Dynamic Performance of Nature | E/B Office

When I began to write a review of this project, Dynamic Performance of Nature by E/B Office, I had thoughts and questions swarming in my head about the emerging trend of interactive architecture. When I started to write these, I found the issue to much deeper than mere architecture. It is a cultural question. And I leave it up to the reader to formulate for themselves what that question is. One potential answer, offered by E/B Office, to this undefined question is

conceived upon the notion that sustainability for the 21st century should be crafted to evolve beyond conventional application of green techniques into something alive and integrated with the environment, conditioning the most sophisticated forms of creativity for the preservation of life.-E/B Office

Global sensors for wind, temperature, seismicity and other factors, feed data to 1,888 full-colour RGB LEDs which translate this into continuous photonic waves across the wall, displaying changing trends as they occur. The colour range of the wall reflects temperature, the speed of the colours’ flow across the wall is indicative of actual wind speed, and when an earthquake occurs, the lights arrange themselves into a distorted map of the world, showing epicentre and intensity.

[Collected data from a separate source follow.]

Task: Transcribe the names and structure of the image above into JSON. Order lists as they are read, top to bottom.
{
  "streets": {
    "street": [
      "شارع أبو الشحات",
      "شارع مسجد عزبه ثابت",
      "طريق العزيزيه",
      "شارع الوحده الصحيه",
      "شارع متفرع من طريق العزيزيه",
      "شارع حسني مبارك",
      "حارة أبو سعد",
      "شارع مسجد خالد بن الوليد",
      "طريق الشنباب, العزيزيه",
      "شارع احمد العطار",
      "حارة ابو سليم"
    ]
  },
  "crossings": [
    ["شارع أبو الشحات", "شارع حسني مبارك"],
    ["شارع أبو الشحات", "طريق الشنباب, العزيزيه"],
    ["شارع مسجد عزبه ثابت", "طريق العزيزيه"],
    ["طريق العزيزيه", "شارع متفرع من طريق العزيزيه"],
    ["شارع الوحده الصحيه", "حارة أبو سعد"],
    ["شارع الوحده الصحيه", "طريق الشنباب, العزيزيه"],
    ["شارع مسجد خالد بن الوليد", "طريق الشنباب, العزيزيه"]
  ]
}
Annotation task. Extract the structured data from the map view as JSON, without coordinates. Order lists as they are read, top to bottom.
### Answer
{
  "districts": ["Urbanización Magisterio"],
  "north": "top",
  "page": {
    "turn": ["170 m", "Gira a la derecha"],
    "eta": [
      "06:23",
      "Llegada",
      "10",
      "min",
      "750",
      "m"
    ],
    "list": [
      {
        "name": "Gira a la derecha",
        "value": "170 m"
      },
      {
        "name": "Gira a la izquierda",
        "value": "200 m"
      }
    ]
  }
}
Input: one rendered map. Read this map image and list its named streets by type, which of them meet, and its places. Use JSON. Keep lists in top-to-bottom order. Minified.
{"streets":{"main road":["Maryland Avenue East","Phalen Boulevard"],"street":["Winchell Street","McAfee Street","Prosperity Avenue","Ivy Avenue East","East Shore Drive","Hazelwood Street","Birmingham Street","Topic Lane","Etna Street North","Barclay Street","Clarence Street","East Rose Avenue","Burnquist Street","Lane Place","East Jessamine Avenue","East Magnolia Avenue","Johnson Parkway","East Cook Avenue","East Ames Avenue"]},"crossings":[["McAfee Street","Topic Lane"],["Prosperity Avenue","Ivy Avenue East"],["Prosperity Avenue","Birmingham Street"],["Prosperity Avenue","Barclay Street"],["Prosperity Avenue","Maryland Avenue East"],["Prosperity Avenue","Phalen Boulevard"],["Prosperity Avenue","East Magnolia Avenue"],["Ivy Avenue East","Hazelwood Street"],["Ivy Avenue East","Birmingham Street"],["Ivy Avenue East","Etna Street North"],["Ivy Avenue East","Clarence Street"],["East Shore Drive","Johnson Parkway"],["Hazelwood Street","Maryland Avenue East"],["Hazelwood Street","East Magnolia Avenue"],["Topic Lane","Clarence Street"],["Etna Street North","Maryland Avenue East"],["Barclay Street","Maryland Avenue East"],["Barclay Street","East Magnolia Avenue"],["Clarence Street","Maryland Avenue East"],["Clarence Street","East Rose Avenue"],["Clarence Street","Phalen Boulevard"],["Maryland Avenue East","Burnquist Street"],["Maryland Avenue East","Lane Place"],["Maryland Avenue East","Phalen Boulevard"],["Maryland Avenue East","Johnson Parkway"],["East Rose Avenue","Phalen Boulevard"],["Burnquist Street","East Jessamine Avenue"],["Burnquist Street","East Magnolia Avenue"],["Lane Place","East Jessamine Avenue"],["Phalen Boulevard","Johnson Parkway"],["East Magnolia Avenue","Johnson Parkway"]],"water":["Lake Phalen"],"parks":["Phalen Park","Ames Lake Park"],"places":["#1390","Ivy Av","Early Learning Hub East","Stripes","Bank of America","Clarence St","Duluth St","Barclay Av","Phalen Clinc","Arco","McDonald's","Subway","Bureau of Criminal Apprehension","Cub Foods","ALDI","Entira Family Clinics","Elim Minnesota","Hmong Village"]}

It is calculated that this wall, constructed of recycled HDPE fins, saved around 3 tons of plastic from landfills. All 176 fins are unique, acting together with solar powered LEDs to form the sine-derived figure of the wall. This piece of permanent architectural media occupies 1300 sqft of vertical exhibition space situated on the ground floor of the Leonardo Museum of Art, Technology and Science in Salt Lake City, Utah. It acts as a ‘programmatic threshold between exhibit spaces’. I would add to this that it acts as a programmatic threshold spanning what we interact with and what we perceive.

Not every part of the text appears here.